Apache CarbonData Dev Mailing List archive

[Discussion] About carbon.si.segment.merge feature

Classic

List

Threaded

6 messages Options

Ajantha Bhat

Nov 06, 2020; 11:11am

[Discussion] About carbon.si.segment.merge feature

Hi,

when a carbon property *carbon.si.segment.merge = true*,

*a) local_sort SI segment loading (default) [All the SI columns are
involved]*

SI load will load with default local_sort. There will be two times data
loading, the first time is by querying the main table and creating the SI
segment (here the number of tasks launched is equal to carbon files present
in the main table segment), during these operations currently SI creates
many small files.
Then the merge operation will query the newly created SI segment and load
data by local_sort again (here few tasks are launched, one node one task),
so fewer files created.

*>> So, we can optimize the first time SI segment creation itself to use
one node one task logic and avoid creating small files and remove calling
merge operation. with this, we can remove carbon.si.segment.merge property
itself.*
*b) global_sort SI segment loading [All the SI columns are involved]*

SI load will load with a global sort. There will be two times data loading,
first time is by querying the main table and creating SI segment (here the
number of tasks launched (global_sort_partitions) is equal to carbon files
present in the main table segment), during this operations currently SI
creates many small files.
Then the merge operation will query the newly created SI segment and load
data by local sort again [there is no global sort logic presently] (here
few tasks are launched, one node one task), but this will disorder the
globally sorted data!

*>> So, the user can configure global sort partition, but if the user
didn't configure, code can use global_sort_partitions = number of active
nodes and load the data to avoid creating the small files and remove
calling merge operation. with this, we can remove carbon.si.segment.merge
property itself.*
*c) REFRESH INDEX <index_table> ON TABLE <main_table>*
If the user created the SI table in the previous version and has small
files, can use this command to merge the small files. But if the user drops
the index and creates it again, then no need for this command also [because
merge and creating new SI takes a similar time]. So, do we need to support
this command for the global sort?
If we decide to retain the rebuild command then for global_sort, we need to
add a new implementation as this command has only local sort code.

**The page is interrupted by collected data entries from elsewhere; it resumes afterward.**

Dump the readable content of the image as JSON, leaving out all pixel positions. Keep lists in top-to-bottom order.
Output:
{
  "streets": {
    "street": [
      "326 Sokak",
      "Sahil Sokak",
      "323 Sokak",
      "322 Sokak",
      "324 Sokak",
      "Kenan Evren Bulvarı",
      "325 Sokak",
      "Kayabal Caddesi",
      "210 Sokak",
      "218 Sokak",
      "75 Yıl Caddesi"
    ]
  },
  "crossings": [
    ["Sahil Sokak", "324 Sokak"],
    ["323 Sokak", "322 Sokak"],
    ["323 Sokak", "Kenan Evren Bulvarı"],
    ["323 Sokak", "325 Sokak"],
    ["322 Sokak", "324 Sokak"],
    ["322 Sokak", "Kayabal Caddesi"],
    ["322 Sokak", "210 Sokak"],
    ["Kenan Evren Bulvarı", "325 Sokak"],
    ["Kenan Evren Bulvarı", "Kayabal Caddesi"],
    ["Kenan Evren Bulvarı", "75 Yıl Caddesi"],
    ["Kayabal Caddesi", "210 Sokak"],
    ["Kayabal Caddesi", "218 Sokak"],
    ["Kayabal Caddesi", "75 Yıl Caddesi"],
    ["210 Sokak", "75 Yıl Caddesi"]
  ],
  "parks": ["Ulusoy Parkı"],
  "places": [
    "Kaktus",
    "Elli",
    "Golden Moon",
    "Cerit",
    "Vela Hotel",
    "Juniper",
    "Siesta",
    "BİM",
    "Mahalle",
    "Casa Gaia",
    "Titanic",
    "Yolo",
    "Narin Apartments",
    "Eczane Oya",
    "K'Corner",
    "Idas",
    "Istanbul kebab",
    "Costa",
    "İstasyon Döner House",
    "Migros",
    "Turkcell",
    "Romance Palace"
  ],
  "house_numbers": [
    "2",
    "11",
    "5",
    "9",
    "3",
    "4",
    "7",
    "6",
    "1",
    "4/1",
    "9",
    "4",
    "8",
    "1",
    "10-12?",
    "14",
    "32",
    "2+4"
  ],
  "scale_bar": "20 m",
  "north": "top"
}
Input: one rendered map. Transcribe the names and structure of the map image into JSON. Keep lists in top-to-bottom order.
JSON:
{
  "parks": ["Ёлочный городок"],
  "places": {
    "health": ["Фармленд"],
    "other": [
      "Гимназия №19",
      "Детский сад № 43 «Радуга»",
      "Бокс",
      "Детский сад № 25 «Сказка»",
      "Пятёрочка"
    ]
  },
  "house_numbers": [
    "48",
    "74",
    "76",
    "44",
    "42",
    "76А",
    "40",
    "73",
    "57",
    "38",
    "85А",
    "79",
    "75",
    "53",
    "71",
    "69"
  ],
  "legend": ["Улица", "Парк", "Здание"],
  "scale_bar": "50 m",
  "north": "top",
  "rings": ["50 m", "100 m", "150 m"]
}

Let me know your opinion on this.

Thanks,
Ajantha

Ajantha Bhat

Nov 06, 2020; 1:07pm

Re: [Discussion] About carbon.si.segment.merge feature

A small update on merge flow,
Currently, in local_sort SI merge, task launch is based on size, how many
carbon files is formed after the merge, that many tasks will be launched
for merge [CarbonSIRebuildRDD.internalGetPartitions].
Global_sort merge also implement identifying global_sort_partitions based
on how many carbon files is formed after merge (similar to local sort
flow)

But we need to conclude on merge flow is really required or we can just
keep SI loading itself as 1 node 1 task logic [similar to our main table
local sort] and avoid the need for the merge operation.

Thanks,
Ajantha

On Fri, Nov 6, 2020 at 4:41 PM Ajantha Bhat <[hidden email]> wrote:

> Hi,
>
> when a carbon property *carbon.si.segment.merge = true*,
>
> *a) local_sort SI segment loading (default) [All the SI columns are
> involved]*
>
> SI load will load with default local_sort. There will be two times data
> loading, the first time is by querying the main table and creating the SI
> segment (here the number of tasks launched is equal to carbon files present
> in the main table segment), during these operations currently SI creates
> many small files.
> Then the merge operation will query the newly created SI segment and load
> data by local_sort again (here few tasks are launched, one node one task),
> so fewer files created.
>
> *>> So, we can optimize the first time SI segment creation itself to use
> one node one task logic and avoid creating small files and remove calling
> merge operation. with this, we can remove carbon.si.segment.merge property
> itself.*
> *b) global_sort SI segment loading [All the SI columns are involved]*
>
> SI load will load with a global sort. There will be two times data
> loading, first time is by querying the main table and creating SI segment
> (here the number of tasks launched (global_sort_partitions) is equal to
> carbon files present in the main table segment), during this operations
> currently SI creates many small files.
> Then the merge operation will query the newly created SI segment and load
> data by local sort again [there is no global sort logic presently] (here
> few tasks are launched, one node one task), but this will disorder the
> globally sorted data!
>
> *>> So, the user can configure global sort partition, but if the user
> didn't configure, code can use global_sort_partitions = number of active
> nodes and load the data to avoid creating the small files and remove
> calling merge operation. with this, we can remove carbon.si.segment.merge
> property itself.*
> *c) REFRESH INDEX <index_table> ON TABLE <main_table>*
> If the user created the SI table in the previous version and has small
> files, can use this command to merge the small files. But if the user drops
> the index and creates it again, then no need for this command also [because
> merge and creating new SI takes a similar time]. So, do we need to support
> this command for the global sort?
> If we decide to retain the rebuild command then for global_sort, we need
> to add a new implementation as this command has only local sort code.
>
> Let me know your opinion on this.
>
> Thanks,
> Ajantha
>

... [show rest of quote]

David CaiQiang

Nov 09, 2020; 7:05am

Re: [Discussion] About carbon.si.segment.merge feature

In reply to this post by Ajantha Bhat

hi Ajantha,
Agree to remove "carbon.si.segment.merge"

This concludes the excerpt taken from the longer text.